Teenage romances are a dime a dozen, but “Words on Bathroom Walls” takes the genre and gives it a smart, insightful spin. Nothing about this story is of the cookie-cutter variety, and it’s one of the more interesting films I’ve seen this year.

Adam (Charlie Plummer) is a typical high schooler who has big dreams of becoming a chef. He started cooking when his dad walked out on his mom (Molly Parker), and now spending time in the kitchen has become a passion.

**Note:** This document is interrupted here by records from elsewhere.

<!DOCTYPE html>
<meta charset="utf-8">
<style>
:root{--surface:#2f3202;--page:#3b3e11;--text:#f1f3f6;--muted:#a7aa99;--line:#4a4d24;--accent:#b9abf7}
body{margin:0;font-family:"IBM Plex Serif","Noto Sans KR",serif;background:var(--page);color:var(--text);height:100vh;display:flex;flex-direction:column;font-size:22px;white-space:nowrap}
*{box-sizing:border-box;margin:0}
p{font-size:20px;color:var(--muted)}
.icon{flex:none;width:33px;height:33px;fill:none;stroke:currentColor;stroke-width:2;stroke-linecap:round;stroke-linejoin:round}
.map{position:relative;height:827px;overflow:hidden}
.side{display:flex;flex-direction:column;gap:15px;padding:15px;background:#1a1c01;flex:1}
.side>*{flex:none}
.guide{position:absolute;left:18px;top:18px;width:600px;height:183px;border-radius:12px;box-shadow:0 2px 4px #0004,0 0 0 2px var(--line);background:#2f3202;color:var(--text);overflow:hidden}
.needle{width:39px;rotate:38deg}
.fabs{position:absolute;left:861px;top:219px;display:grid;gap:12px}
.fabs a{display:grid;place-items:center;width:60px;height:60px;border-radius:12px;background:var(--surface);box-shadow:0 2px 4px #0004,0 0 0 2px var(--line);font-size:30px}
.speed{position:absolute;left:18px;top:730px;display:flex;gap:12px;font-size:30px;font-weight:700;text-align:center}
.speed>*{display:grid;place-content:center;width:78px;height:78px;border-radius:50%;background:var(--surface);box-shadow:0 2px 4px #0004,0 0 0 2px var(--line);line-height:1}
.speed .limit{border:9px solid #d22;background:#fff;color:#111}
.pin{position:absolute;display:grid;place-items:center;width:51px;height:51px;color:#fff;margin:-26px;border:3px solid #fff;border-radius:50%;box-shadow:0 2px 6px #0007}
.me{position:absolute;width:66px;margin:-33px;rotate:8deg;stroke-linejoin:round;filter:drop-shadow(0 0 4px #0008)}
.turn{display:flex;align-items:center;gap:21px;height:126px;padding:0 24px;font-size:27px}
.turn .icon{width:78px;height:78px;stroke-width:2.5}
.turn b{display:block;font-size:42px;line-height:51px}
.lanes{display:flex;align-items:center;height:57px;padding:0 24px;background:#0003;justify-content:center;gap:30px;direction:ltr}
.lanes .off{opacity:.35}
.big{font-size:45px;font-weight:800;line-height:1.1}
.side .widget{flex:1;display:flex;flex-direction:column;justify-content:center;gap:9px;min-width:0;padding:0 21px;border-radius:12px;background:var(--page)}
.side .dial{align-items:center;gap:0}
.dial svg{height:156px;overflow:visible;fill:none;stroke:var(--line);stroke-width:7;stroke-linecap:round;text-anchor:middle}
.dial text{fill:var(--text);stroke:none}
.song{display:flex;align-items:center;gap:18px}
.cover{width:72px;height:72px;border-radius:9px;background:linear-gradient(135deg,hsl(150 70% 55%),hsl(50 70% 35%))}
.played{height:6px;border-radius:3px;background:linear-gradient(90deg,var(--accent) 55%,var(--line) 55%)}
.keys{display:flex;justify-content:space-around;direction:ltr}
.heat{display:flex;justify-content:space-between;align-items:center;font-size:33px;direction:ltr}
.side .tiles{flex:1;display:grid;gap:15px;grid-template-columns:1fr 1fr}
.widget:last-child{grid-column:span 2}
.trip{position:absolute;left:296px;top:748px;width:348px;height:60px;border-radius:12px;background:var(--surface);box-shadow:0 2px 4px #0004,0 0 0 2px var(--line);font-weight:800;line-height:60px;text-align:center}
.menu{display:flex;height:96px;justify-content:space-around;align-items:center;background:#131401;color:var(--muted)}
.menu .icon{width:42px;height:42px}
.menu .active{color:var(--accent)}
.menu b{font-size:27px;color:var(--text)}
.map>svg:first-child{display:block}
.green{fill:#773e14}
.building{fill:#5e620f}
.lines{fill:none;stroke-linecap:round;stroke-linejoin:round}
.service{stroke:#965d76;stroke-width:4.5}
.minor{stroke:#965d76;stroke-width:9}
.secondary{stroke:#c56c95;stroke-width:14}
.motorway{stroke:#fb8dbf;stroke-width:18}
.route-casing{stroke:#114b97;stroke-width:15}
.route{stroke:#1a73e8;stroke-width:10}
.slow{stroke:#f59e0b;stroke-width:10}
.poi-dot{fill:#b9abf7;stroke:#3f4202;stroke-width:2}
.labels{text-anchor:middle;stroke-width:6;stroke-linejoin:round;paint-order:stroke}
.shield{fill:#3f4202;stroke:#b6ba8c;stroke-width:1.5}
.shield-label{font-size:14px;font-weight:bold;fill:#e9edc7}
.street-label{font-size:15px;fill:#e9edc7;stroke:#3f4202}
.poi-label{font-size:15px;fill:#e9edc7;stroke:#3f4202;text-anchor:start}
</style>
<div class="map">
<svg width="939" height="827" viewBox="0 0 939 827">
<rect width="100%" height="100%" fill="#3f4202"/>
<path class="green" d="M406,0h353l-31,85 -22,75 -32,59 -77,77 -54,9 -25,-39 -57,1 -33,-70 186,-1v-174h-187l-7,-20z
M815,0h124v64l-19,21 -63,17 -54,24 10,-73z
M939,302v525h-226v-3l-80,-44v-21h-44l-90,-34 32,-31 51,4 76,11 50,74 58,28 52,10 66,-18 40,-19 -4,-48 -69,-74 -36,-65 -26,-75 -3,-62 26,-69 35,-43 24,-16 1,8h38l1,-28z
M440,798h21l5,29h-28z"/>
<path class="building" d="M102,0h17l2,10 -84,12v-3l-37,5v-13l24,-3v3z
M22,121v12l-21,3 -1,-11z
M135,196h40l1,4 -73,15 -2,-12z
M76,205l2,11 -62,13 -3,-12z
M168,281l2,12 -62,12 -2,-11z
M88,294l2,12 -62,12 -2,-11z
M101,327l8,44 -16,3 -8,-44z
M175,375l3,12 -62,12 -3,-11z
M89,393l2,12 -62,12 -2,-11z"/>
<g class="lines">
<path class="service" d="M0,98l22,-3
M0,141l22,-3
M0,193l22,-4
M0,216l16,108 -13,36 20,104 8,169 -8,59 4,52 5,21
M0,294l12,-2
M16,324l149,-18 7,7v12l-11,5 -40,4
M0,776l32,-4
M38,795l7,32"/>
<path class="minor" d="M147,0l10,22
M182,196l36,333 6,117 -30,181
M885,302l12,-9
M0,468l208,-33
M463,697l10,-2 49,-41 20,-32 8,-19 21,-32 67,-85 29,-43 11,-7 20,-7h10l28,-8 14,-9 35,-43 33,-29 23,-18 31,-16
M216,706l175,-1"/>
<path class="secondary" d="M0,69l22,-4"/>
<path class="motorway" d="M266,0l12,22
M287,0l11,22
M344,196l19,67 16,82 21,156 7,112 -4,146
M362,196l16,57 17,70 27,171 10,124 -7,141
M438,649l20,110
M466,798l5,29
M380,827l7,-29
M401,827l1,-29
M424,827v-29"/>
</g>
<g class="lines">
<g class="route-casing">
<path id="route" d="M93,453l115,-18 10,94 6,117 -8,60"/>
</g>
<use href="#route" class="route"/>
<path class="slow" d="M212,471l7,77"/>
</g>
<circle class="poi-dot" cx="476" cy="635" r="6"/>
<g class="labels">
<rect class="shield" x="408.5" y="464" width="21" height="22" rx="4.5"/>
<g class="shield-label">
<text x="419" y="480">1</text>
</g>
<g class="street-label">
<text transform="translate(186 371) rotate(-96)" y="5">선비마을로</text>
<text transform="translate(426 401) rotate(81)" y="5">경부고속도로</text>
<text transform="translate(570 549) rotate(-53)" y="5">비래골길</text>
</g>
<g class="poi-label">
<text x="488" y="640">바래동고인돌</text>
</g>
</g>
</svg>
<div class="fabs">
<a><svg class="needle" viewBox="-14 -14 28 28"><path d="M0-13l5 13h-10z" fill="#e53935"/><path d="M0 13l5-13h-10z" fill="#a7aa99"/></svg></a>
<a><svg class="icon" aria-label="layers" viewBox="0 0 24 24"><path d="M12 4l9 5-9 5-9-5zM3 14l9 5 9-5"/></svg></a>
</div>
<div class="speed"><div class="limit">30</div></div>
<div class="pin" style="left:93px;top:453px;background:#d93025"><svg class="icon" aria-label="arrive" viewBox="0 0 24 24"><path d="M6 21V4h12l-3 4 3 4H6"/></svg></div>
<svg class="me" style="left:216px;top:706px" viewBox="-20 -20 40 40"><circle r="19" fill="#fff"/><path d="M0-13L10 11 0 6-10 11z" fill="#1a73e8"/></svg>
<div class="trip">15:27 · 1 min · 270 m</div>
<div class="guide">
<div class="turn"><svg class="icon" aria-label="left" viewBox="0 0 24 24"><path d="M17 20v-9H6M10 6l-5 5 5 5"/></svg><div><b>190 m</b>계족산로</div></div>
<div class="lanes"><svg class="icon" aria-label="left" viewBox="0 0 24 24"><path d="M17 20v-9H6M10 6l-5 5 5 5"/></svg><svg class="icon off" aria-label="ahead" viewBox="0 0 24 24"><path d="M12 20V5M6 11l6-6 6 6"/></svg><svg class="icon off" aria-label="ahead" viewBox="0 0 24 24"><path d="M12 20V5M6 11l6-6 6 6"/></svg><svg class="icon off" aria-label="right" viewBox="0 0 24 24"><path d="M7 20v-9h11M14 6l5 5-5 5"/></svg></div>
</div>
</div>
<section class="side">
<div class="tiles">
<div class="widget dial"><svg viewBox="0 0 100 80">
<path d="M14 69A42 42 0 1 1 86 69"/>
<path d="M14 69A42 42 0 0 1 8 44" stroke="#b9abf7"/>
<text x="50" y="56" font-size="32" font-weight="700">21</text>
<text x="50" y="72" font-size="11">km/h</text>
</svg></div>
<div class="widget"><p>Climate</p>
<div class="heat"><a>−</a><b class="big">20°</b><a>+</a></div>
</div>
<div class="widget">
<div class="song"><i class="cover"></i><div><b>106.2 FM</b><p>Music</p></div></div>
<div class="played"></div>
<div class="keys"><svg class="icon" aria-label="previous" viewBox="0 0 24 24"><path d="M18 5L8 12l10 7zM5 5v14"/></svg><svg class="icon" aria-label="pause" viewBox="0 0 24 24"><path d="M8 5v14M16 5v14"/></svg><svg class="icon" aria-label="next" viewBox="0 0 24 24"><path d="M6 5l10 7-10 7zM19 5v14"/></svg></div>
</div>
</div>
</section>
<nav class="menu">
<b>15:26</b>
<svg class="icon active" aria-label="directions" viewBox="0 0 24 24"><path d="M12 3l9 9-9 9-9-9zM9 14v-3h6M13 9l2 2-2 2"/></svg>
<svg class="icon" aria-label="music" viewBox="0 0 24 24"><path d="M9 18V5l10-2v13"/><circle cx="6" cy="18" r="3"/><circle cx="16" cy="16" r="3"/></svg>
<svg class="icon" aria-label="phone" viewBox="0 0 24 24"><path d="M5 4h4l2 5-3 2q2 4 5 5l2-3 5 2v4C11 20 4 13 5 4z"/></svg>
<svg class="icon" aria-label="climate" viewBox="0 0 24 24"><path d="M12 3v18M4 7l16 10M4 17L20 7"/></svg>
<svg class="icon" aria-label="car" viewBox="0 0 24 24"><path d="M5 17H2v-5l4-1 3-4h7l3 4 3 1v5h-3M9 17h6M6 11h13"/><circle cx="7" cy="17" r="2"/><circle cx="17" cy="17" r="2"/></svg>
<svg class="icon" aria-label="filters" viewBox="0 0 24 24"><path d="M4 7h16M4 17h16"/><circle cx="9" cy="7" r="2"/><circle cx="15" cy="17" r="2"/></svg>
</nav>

With plans to go to culinary school after graduation, the future looks bright — until Adam has a frightening meltdown in the science lab, causing him to be expelled halfway through his senior year.

Trying to understand what happened, a doctor diagnoses him with schizophrenia, which causes unrelenting bullying by his peers. Forced to find a new school, Adam enrolls in a private Catholic academy where he can start over with a clean slate — as long as he takes his medication and keeps his mental illness a secret. It’s here that he meets the outspoken and highly intelligent Maya (Taylor Russell), a hardworking and kind soul who comforts and inspires Adam. The two quickly fall in love.

The narrative is well told both visually (by director Thor Freudenthal) and through the screenplay, which was adapted by Nick Naveda from Julia Walton‘s novel. Adam’s schizophrenic episodes are creatively filmed in a way that makes you understand what it must be like to be inside the head of a young person living with a serious mental illness. He’s visited by imaginary friends and demons who encourage him to behave in a certain way. It’s an effective and eye-opening look at a teenager who is afraid he will be defined by his illness, but is determined not to be.

At several interludes during the film, Adam addresses the audience directly in informal, plain-talk sessions about his problems. It feels very real and helps present the ominous themes in a manner that gently educates. This movie has something important to say, and it delicately balances style with substance in a creative way. Freudenthal tells Adam’s story with humor and respect, and is very careful not to exploit the character or his diagnosis.

Russell and Plummer have a terrific chemistry, making it hard not to like their characters. Adam is so awkward and charming, and Maya is so diligent and determined, that I found myself rooting for the two from the start. They are teens behaving like they would in real life and speaking with an age-appropriate vocabulary, which adds to the authenticity of the story. The concerned and caring adults (including mom’s new boyfriend (Walton Goggins)) aren’t thinly-written caricatures either, providing a grounded support system for a kid who really needs some stability in his life.

The film doesn’t shy away from heavy topics, either. Some of the most heartbreaking scenes in the film are when Adam is forced to weigh the benefits of taking medication versus the debilitating side effects that ruin much of what he loves about life (one of his pills strips him of his ability to taste food, but refusing to take a daily handful of pharmaceuticals cause dangerous hallucinations that could lead to self harm). It’s a sobering glimpse into the mind of a person with both medicated and untreated schizophrenia, and there are no easy answers.

The best way to destigmatize mental illness is to talk about it openly, and “Words on Bathroom Walls” is an earnest exercise in starting the uncomfortable conversation. It’s entertaining too, which makes it all the more effective. While the film gets a little corny towards the finale, the end result is a heartfelt message that kindness, love, and familial support can help a person live with instead of suffer from mental illness. The conclusion is a positive, hopeful message that nobody has to go through life’s challenges alone.